#### [Problem description]
Among the lines below, which ones contain the word "fabs"? Copy every such line.

%%

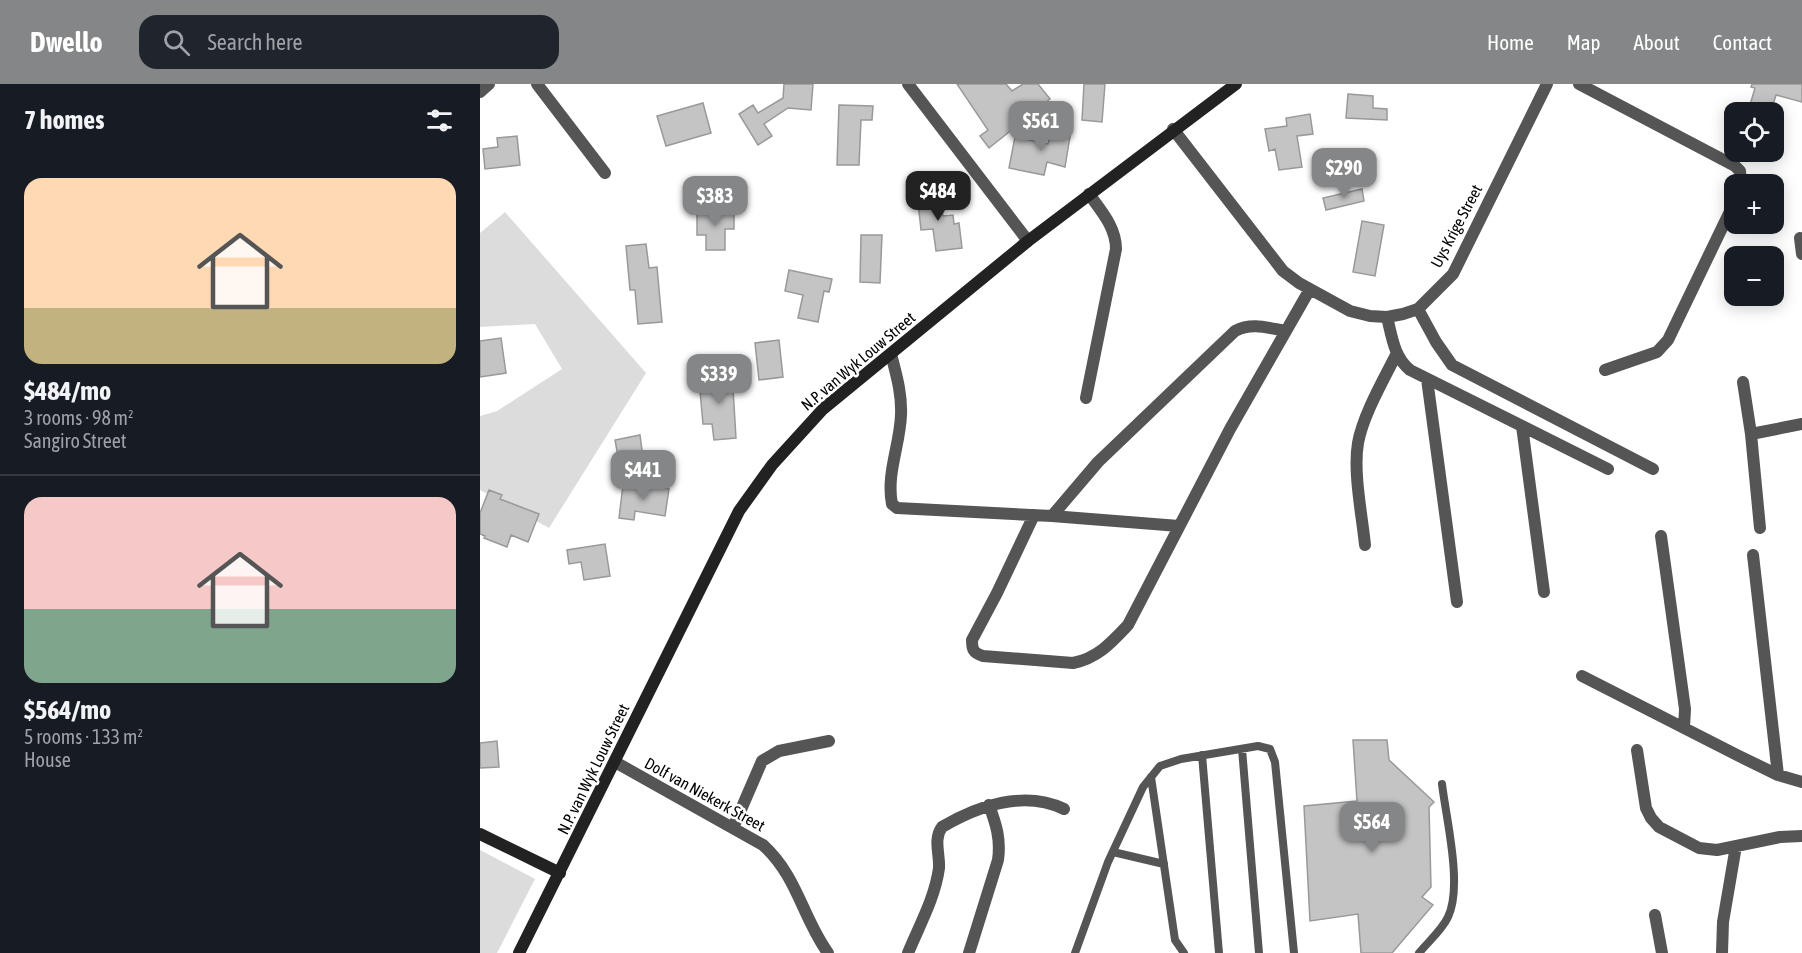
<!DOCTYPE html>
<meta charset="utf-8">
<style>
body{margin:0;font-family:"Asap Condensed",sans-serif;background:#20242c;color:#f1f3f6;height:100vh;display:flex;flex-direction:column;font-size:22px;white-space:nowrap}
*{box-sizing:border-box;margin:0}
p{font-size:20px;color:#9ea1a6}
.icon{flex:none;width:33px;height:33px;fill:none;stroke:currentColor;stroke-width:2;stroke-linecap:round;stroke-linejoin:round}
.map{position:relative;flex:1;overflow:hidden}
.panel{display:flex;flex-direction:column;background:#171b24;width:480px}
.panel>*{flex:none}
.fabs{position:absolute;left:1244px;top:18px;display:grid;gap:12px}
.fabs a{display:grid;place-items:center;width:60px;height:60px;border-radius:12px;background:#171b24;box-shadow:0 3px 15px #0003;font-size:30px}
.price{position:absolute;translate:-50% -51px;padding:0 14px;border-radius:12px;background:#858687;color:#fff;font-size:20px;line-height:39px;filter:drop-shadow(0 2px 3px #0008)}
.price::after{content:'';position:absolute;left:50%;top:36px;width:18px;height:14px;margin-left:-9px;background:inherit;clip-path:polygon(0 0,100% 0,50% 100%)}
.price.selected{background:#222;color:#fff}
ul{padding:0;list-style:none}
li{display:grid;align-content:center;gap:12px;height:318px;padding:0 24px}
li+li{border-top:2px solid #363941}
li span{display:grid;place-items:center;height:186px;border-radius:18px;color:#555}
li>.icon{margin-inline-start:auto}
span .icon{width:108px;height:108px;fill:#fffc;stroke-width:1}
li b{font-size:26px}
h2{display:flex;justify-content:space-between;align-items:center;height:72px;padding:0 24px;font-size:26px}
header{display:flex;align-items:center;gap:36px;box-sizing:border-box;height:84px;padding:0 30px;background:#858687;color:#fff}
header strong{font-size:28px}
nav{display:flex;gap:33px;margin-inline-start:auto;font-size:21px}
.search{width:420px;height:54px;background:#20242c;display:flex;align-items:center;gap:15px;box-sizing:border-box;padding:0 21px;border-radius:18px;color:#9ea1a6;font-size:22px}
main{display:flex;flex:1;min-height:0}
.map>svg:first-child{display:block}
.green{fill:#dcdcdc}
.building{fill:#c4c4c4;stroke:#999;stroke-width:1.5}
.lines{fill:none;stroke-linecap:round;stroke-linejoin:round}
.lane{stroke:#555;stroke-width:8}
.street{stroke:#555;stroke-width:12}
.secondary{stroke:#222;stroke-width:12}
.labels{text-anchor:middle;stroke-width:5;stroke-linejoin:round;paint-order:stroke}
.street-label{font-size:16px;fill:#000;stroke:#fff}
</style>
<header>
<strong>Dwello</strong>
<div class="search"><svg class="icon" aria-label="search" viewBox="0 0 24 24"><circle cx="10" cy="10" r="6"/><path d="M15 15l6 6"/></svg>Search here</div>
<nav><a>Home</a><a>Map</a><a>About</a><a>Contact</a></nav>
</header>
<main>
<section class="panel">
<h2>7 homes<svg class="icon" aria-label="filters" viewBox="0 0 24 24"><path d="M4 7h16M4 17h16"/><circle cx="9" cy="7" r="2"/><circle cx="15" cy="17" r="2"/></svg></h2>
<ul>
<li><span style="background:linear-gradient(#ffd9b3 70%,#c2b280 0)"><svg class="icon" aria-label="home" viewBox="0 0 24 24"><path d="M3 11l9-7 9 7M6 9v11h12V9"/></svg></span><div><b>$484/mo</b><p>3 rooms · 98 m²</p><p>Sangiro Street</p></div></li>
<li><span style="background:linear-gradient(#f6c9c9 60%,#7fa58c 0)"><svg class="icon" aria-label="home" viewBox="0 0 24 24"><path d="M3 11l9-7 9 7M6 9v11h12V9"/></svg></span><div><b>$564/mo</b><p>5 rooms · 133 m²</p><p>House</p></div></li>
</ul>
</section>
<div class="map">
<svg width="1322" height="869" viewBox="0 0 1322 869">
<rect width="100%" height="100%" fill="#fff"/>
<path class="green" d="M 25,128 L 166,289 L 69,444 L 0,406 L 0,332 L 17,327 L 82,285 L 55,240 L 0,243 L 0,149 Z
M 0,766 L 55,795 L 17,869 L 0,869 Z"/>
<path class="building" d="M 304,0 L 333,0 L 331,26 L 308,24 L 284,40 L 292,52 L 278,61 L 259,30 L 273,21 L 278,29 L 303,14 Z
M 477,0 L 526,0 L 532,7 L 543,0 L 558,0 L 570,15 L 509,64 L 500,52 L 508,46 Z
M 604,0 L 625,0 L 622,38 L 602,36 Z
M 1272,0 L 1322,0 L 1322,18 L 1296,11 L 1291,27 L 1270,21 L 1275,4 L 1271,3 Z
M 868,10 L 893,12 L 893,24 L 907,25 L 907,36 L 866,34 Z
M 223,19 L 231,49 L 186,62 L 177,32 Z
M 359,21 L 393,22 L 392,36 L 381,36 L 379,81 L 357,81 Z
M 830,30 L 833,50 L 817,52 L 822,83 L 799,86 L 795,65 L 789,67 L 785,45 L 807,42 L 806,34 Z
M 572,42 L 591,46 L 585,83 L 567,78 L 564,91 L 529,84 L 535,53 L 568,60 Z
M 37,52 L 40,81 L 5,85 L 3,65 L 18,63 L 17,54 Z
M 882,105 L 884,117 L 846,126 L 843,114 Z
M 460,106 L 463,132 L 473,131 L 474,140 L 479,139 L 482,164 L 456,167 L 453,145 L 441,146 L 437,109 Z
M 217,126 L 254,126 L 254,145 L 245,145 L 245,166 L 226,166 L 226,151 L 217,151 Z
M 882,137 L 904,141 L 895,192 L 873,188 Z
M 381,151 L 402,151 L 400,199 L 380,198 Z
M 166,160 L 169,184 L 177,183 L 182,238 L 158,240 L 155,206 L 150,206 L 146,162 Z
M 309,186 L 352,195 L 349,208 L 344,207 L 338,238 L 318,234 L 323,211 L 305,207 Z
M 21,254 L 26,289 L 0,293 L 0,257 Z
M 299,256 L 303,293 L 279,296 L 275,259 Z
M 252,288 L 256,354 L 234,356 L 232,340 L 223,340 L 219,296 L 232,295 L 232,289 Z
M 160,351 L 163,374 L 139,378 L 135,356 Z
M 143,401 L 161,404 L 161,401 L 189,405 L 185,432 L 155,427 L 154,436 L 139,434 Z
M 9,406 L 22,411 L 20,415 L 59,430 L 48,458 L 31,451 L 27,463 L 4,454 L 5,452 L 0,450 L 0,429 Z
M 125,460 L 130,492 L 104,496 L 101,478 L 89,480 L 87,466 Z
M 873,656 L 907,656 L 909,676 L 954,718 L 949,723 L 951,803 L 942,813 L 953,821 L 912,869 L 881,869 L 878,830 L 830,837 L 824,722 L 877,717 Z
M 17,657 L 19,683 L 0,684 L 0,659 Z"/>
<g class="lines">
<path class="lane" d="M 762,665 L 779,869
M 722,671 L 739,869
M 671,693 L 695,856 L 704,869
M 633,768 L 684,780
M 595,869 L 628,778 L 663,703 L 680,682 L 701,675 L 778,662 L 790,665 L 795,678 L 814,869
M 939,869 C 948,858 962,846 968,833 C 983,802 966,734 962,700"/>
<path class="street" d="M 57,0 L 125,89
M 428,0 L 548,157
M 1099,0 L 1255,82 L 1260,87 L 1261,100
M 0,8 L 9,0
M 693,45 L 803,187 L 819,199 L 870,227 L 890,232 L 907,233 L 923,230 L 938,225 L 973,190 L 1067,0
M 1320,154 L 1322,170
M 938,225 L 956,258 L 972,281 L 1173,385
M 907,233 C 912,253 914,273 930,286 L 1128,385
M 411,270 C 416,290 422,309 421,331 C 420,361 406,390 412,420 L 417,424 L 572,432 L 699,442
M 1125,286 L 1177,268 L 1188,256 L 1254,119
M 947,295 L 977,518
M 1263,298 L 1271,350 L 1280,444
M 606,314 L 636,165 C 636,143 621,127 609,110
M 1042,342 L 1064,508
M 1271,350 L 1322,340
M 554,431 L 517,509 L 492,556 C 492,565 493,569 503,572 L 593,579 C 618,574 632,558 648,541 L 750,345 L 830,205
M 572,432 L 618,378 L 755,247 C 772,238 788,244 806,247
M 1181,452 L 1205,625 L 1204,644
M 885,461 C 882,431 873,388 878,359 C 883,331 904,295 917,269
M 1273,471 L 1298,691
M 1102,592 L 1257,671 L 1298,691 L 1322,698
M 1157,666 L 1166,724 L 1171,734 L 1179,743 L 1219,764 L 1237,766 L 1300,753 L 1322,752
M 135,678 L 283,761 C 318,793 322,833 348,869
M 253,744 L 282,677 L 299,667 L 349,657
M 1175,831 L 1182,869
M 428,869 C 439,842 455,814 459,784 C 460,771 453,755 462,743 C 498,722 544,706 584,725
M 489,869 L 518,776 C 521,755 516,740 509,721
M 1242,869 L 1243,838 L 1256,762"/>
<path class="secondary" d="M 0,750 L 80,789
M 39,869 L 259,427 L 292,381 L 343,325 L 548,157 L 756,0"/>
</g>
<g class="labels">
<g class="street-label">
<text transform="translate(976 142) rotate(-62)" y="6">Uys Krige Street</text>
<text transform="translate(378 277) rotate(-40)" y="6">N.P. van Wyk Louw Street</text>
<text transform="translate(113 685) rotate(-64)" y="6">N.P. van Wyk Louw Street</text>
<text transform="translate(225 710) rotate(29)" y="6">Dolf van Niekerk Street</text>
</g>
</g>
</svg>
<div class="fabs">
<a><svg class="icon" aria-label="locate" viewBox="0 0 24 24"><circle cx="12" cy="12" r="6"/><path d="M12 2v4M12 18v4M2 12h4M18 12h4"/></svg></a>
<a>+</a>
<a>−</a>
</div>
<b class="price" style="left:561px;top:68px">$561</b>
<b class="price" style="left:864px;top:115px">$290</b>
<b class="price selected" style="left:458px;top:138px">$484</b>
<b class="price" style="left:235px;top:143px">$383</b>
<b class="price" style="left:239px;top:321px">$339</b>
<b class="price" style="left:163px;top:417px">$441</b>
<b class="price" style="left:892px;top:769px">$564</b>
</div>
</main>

%%

#### [Exercise solution]
.fabs{position:absolute;left:1244px;top:18px;display:grid;gap:12px}
.fabs a{display:grid;place-items:center;width:60px;height:60px;border-radius:12px;background:#171b24;box-shadow:0 3px 15px #0003;font-size:30px}
<div class="fabs">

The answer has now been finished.